-- Work to complete --
The records follow. Print, word for word, the first line through the "0 #423f50) drop-shadow(-2px" line.

-- Dataset content --
▼▼▼

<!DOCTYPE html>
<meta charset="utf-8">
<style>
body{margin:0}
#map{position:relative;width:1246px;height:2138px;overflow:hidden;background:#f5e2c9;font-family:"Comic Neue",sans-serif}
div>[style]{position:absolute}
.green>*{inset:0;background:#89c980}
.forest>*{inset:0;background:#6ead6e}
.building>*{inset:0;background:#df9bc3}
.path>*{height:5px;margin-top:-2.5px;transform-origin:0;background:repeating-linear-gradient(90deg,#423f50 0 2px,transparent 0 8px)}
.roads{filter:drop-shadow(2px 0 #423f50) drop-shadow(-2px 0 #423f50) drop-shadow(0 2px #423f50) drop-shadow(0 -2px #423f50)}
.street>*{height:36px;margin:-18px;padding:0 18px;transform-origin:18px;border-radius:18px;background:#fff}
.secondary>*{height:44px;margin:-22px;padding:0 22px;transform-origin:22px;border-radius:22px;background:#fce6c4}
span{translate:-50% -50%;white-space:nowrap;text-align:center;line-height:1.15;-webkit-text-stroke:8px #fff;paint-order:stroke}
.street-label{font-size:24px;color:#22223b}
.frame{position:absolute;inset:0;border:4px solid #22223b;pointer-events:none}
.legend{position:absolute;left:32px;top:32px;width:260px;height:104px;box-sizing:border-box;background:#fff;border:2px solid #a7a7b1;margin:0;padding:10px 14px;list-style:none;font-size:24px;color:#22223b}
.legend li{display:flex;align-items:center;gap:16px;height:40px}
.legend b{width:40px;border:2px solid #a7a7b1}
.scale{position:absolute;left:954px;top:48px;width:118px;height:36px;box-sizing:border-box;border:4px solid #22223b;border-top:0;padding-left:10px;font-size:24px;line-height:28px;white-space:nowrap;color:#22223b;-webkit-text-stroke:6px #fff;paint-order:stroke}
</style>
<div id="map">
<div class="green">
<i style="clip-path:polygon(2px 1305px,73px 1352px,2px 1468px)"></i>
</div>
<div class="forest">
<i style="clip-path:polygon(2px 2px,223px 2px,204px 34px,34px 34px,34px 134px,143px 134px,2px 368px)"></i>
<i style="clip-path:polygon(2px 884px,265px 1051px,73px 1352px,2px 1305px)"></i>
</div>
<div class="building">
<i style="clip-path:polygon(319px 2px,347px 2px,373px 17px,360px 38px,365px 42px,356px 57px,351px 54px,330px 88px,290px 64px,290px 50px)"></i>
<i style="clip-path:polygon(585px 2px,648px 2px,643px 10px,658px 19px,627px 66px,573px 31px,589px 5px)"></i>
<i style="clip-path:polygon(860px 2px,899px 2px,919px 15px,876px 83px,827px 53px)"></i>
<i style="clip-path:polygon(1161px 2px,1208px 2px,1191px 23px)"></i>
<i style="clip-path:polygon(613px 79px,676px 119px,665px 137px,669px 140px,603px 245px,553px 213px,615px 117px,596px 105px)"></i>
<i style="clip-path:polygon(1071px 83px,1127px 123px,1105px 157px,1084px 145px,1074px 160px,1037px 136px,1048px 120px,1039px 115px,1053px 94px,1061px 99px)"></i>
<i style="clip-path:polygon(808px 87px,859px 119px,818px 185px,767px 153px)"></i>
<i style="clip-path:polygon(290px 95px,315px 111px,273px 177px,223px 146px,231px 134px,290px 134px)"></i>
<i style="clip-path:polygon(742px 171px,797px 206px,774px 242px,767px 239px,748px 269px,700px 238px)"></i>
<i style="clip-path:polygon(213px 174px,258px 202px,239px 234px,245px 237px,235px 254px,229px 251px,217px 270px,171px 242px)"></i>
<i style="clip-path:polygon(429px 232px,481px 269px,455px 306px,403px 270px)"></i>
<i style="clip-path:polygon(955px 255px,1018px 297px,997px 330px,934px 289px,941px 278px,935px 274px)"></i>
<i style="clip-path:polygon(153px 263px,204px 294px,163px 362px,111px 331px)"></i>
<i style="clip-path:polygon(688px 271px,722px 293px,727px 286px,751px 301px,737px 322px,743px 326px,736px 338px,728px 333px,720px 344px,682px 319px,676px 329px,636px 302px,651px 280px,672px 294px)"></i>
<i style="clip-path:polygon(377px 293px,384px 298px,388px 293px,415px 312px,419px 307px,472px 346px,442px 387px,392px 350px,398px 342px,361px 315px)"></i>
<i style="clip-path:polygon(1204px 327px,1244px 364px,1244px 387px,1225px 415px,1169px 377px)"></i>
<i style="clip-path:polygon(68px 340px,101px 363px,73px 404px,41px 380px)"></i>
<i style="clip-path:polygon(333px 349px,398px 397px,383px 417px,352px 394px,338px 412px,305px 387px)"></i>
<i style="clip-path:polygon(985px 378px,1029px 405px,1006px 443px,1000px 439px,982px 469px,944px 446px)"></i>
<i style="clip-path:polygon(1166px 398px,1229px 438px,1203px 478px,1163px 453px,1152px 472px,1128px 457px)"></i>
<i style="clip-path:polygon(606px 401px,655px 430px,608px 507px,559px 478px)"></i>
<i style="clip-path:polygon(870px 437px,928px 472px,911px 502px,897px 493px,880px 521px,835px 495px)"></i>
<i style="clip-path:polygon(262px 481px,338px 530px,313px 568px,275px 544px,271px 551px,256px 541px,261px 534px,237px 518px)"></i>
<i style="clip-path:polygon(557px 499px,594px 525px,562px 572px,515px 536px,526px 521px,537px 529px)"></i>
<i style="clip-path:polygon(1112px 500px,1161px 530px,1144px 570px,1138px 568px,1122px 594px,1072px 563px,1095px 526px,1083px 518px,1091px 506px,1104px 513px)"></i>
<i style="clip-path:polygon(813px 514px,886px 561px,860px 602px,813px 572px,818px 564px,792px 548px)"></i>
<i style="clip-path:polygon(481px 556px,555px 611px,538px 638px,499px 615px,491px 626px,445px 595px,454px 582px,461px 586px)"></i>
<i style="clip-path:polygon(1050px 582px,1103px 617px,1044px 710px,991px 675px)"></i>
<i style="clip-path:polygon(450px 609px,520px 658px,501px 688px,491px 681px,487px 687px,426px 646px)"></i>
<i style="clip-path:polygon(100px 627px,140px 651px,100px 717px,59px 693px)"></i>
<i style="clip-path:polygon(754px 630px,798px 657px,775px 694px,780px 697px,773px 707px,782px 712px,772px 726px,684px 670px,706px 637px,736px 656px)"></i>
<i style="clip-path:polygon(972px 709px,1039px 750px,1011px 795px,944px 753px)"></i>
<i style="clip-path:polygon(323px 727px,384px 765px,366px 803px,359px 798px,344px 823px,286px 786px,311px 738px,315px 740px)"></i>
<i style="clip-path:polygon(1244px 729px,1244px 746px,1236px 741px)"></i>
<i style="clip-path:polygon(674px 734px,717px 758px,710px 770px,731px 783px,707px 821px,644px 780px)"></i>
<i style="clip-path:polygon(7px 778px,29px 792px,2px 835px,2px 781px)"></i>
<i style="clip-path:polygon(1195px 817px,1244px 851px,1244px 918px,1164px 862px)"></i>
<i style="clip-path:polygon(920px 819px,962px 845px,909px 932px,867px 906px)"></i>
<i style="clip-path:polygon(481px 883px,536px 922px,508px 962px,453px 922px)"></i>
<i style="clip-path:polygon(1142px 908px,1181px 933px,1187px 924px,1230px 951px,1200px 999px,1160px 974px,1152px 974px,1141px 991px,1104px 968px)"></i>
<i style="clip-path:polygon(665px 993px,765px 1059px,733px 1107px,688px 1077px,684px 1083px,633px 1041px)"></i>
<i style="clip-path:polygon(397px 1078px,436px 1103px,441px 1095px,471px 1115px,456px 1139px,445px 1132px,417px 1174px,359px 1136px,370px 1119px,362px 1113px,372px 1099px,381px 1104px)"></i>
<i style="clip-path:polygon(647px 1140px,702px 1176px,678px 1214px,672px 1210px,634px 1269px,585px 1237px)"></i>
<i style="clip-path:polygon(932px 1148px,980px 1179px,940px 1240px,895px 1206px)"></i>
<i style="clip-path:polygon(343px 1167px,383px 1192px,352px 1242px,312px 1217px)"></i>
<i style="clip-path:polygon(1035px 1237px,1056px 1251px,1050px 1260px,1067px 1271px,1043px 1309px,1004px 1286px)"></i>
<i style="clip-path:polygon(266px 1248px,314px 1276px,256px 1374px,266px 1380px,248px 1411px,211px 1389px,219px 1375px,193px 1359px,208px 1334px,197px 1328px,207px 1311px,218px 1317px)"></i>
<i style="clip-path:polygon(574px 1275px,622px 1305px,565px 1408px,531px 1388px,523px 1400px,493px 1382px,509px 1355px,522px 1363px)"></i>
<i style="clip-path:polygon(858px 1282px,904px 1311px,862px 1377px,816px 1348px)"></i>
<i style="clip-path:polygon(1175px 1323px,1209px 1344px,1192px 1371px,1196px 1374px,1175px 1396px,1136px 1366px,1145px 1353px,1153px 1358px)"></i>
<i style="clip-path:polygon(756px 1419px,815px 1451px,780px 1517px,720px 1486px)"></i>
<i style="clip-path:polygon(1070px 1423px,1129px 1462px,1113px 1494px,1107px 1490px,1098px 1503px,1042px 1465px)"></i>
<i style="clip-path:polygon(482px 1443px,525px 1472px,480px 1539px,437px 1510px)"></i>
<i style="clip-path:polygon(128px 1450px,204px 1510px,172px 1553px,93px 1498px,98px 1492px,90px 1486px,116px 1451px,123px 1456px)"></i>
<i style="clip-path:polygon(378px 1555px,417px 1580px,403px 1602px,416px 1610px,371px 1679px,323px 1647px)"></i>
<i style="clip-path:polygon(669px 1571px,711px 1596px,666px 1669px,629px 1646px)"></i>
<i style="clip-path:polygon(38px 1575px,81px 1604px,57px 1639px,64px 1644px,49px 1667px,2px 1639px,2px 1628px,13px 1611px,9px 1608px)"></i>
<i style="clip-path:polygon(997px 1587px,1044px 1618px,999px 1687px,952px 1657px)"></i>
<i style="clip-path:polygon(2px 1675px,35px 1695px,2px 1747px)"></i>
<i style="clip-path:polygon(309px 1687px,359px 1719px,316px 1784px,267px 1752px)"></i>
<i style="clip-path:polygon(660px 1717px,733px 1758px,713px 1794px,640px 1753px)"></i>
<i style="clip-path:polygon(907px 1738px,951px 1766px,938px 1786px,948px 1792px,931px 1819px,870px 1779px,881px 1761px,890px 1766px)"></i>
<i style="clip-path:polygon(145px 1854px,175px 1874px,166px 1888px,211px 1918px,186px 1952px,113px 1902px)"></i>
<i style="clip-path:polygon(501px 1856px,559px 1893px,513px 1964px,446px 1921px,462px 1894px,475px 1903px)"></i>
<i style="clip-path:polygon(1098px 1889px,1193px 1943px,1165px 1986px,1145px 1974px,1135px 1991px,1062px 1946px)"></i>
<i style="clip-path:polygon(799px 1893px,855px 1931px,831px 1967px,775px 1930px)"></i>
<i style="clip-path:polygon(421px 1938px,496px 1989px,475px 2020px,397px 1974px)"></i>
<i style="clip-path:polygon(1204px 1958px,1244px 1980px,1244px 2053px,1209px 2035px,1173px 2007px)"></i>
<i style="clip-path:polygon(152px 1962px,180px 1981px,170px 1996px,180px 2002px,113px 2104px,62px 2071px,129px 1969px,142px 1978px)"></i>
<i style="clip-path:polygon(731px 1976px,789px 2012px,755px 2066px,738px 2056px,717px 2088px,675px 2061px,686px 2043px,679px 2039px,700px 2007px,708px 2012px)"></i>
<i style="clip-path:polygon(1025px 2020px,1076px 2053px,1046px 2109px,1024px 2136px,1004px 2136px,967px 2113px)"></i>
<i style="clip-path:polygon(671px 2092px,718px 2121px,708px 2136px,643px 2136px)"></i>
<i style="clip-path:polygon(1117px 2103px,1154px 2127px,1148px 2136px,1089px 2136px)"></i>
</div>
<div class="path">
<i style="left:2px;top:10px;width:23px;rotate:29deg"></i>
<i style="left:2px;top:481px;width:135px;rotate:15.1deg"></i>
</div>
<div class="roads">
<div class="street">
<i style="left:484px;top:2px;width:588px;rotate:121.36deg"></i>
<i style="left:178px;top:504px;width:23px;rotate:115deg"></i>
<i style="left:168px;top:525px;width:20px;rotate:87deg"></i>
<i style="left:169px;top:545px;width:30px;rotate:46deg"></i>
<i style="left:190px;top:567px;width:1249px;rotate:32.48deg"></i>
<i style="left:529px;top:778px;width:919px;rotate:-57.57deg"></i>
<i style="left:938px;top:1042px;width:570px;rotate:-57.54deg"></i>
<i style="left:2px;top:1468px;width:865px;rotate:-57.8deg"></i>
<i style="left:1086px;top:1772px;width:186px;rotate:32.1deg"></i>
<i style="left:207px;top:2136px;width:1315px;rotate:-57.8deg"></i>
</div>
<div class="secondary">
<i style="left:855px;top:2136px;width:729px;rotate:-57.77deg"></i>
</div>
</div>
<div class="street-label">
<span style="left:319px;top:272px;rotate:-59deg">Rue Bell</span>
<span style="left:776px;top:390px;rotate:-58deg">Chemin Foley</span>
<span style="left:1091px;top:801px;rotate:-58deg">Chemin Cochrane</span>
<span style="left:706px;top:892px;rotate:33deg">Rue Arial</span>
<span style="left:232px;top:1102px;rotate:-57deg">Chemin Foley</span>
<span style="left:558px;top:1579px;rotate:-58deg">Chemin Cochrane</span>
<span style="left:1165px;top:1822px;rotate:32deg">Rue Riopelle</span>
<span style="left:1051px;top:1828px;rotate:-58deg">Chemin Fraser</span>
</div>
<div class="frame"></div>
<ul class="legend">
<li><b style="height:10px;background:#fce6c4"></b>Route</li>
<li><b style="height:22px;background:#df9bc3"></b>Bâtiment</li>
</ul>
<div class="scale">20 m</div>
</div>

▲▲▲

-- Result of the task --
<!DOCTYPE html>
<meta charset="utf-8">
<style>
body{margin:0}
#map{position:relative;width:1246px;height:2138px;overflow:hidden;background:#f5e2c9;font-family:"Comic Neue",sans-serif}
div>[style]{position:absolute}
.green>*{inset:0;background:#89c980}
.forest>*{inset:0;background:#6ead6e}
.building>*{inset:0;background:#df9bc3}
.path>*{height:5px;margin-top:-2.5px;transform-origin:0;background:repeating-linear-gradient(90deg,#423f50 0 2px,transparent 0 8px)}
.roads{filter:drop-shadow(2px 0 #423f50) drop-shadow(-2px 0 #423f50) drop-shadow(0 2px #423f50) drop-shadow(0 -2px #423f50)}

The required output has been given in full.